Upper Bicutan (PSGC: 137 607 015) is one of twenty-eight barangays of Taguig City, Metro Manila in the Philippines.

History
In 1909, Bicutan is land surrounded by Pasig, Taguig, and Parañaque.  A large part of it was covered by Fort William McKinley. Powered by Proclamation No. 423 signed by Carlos P. Garcia on July 12, 1957, the land was initially allocated only for soldiers.

Due to the requests of citizens as well as by Pasig, Parañaque and Taguig governments that Bicutan not be included in the areas stated in the Proclamation 423, then-President Diosdado Macapagal signed Proclamation No. 246 that directed Bicutan to not be included in the operation of Proclamation No. 423. In the years 1964 and early 1965, the occupiers had their status as owners of their own land confirmed.

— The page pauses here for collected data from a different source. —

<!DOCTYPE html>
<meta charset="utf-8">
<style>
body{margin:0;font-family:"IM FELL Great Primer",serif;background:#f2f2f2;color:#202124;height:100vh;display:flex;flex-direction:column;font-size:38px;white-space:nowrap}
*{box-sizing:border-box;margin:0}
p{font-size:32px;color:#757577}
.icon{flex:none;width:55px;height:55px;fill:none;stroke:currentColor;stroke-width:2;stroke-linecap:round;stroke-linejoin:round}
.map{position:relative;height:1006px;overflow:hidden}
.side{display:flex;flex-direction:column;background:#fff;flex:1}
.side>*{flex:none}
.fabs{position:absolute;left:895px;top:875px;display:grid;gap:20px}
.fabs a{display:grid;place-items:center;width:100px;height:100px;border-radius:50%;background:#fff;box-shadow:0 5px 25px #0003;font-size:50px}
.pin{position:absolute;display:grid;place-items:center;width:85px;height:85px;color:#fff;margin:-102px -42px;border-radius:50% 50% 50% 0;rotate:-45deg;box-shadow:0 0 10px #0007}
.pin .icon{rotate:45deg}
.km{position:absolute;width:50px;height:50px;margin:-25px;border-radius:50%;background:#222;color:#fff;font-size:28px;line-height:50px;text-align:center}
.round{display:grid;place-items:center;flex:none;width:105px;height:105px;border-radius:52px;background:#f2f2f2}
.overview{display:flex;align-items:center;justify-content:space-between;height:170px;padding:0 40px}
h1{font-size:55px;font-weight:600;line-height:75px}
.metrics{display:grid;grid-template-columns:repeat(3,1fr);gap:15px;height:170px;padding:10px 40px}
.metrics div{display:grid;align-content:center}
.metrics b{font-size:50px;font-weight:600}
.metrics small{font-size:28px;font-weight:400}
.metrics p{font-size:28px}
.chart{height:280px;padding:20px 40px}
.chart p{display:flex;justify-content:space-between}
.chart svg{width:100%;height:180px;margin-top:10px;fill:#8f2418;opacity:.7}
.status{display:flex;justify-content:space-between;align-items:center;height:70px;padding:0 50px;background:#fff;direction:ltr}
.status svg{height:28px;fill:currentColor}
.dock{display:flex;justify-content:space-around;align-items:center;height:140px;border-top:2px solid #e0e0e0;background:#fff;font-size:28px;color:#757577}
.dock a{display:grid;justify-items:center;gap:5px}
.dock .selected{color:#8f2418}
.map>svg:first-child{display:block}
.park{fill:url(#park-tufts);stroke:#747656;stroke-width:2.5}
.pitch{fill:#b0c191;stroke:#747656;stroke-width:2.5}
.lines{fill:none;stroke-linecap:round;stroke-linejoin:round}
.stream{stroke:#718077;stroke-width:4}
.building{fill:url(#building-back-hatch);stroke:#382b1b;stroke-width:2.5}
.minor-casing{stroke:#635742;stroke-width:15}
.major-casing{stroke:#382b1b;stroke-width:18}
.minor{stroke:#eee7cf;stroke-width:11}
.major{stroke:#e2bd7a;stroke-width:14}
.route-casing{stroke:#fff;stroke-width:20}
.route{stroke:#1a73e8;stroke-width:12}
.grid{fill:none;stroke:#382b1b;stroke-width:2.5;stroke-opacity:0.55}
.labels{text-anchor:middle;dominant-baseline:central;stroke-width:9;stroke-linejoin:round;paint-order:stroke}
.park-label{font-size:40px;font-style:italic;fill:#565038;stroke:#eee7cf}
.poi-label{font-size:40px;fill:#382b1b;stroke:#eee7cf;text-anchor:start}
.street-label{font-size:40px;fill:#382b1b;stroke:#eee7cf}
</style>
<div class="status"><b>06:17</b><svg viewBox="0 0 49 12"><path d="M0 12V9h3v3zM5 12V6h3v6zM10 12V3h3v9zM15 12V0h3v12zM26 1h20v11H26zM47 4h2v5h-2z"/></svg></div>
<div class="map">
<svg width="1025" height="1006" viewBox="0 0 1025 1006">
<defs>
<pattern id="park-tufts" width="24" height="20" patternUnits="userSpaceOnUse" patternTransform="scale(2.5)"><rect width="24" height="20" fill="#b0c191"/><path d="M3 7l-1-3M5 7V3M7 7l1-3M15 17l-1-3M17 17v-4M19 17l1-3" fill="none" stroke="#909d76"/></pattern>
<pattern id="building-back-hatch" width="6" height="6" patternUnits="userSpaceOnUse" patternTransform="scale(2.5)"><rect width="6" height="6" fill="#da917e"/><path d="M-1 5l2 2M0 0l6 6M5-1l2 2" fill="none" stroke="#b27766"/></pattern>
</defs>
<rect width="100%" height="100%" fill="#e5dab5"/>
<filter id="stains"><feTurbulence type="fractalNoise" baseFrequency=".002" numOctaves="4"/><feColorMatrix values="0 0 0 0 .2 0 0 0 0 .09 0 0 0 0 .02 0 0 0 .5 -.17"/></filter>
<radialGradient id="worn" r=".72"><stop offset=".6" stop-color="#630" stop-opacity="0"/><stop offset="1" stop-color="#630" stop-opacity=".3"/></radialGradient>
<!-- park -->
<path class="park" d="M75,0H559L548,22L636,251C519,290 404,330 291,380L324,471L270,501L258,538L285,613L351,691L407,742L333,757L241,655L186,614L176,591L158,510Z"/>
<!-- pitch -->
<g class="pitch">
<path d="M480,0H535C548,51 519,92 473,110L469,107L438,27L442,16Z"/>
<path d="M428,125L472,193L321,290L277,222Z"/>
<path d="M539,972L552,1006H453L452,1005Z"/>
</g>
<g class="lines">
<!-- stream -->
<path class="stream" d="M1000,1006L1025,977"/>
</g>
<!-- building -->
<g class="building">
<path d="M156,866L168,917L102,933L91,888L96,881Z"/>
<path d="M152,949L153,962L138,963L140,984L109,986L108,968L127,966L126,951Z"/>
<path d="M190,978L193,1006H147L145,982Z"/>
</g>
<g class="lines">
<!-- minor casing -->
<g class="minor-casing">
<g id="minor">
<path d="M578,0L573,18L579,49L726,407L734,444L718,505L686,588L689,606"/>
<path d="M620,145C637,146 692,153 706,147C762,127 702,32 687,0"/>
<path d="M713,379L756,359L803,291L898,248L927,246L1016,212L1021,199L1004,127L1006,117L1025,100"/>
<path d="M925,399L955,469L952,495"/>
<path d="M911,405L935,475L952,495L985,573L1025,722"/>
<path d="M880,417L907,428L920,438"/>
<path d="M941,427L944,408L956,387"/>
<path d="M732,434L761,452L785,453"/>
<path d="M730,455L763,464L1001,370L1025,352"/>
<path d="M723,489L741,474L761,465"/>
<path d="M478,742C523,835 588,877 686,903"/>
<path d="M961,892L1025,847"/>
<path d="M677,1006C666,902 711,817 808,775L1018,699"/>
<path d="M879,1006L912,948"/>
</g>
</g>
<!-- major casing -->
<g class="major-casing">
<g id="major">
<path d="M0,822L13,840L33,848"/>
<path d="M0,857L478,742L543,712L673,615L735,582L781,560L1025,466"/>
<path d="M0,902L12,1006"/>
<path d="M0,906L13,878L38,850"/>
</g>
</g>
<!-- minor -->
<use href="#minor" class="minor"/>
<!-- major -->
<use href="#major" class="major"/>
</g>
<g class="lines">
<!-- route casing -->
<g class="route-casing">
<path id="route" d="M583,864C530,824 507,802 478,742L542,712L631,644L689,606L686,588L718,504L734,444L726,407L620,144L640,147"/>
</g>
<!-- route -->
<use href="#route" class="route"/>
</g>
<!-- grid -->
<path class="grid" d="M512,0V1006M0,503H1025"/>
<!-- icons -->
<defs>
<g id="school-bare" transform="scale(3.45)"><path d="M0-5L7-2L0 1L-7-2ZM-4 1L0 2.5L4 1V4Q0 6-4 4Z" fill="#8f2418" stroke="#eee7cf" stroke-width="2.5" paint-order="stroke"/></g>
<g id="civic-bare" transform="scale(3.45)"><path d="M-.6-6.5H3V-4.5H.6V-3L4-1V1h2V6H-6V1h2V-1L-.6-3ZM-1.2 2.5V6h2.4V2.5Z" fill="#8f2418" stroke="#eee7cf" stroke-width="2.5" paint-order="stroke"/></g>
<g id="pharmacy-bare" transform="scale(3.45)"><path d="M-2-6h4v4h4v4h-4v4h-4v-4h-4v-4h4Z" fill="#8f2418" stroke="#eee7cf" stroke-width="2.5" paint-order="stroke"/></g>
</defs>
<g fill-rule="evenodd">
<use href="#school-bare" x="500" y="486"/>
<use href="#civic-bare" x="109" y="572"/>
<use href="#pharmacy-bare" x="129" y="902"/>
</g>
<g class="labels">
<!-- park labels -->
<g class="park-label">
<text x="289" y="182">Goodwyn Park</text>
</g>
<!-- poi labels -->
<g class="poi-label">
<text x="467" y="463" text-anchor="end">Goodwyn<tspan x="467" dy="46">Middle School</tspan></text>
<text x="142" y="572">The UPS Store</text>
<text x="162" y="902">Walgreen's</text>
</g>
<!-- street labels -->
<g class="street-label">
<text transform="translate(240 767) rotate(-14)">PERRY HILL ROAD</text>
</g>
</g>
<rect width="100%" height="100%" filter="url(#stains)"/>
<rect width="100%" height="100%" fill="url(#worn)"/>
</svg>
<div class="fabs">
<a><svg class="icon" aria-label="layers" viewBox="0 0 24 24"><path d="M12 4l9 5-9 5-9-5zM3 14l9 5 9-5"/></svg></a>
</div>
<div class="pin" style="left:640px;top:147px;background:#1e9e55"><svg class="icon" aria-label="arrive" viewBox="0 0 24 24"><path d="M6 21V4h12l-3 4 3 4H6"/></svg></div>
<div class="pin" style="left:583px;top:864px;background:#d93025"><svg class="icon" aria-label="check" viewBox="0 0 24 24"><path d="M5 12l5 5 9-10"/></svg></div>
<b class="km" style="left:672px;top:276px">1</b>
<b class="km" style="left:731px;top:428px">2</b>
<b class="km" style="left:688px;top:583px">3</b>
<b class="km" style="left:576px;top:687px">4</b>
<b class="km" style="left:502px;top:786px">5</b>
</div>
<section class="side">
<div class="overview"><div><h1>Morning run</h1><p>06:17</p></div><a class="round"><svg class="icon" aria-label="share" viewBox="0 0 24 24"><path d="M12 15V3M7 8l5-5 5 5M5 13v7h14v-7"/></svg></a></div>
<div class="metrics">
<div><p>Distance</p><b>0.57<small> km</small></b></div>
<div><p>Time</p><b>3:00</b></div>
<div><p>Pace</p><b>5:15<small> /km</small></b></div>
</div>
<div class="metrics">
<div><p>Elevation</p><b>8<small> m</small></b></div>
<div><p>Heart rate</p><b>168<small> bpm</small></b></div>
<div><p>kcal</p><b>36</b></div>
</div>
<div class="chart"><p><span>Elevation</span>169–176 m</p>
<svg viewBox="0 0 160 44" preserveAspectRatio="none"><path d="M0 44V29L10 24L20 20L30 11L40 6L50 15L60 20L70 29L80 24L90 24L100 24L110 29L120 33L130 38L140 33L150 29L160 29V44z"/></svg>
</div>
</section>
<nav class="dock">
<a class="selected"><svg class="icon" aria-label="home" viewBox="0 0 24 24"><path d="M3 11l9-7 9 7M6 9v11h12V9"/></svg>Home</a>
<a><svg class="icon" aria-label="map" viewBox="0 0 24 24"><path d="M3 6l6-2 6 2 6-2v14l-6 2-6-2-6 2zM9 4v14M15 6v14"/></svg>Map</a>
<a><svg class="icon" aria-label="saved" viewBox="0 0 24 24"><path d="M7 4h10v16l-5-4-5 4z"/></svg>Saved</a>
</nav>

The formerly vacant area was soon filled with houses. Before the end of the year, the population of Bicutan has not dropped below 3,600 families.

Gradually the population rose until a lack of schools was recognized for this area, which was still remote from other urban areas. Therefore, on July 16, 1966, a collaborative effort led to the erection of a school.

The Sangguniang Barangay Upper Bicutan was under the management of Barangay Captain, Mr. Venancio T. Osano.  Upper Bicutan's Osano Park was named after this early leader.

Soon the community had a large water tank, an elementary school and a few paved roads, as well as the availability of electricity.

As a result, City Ordinances number 24-27, 57–61, 67–69, and 78, series of 2008 and the resulting plebiscite on December 28 of the same year, Purok 1, 2a, 3 and 4 were separated from the barangay and reconstituted as a new barangay, Central Bicutan. The barangay retained Purok 2b, 5 and 6.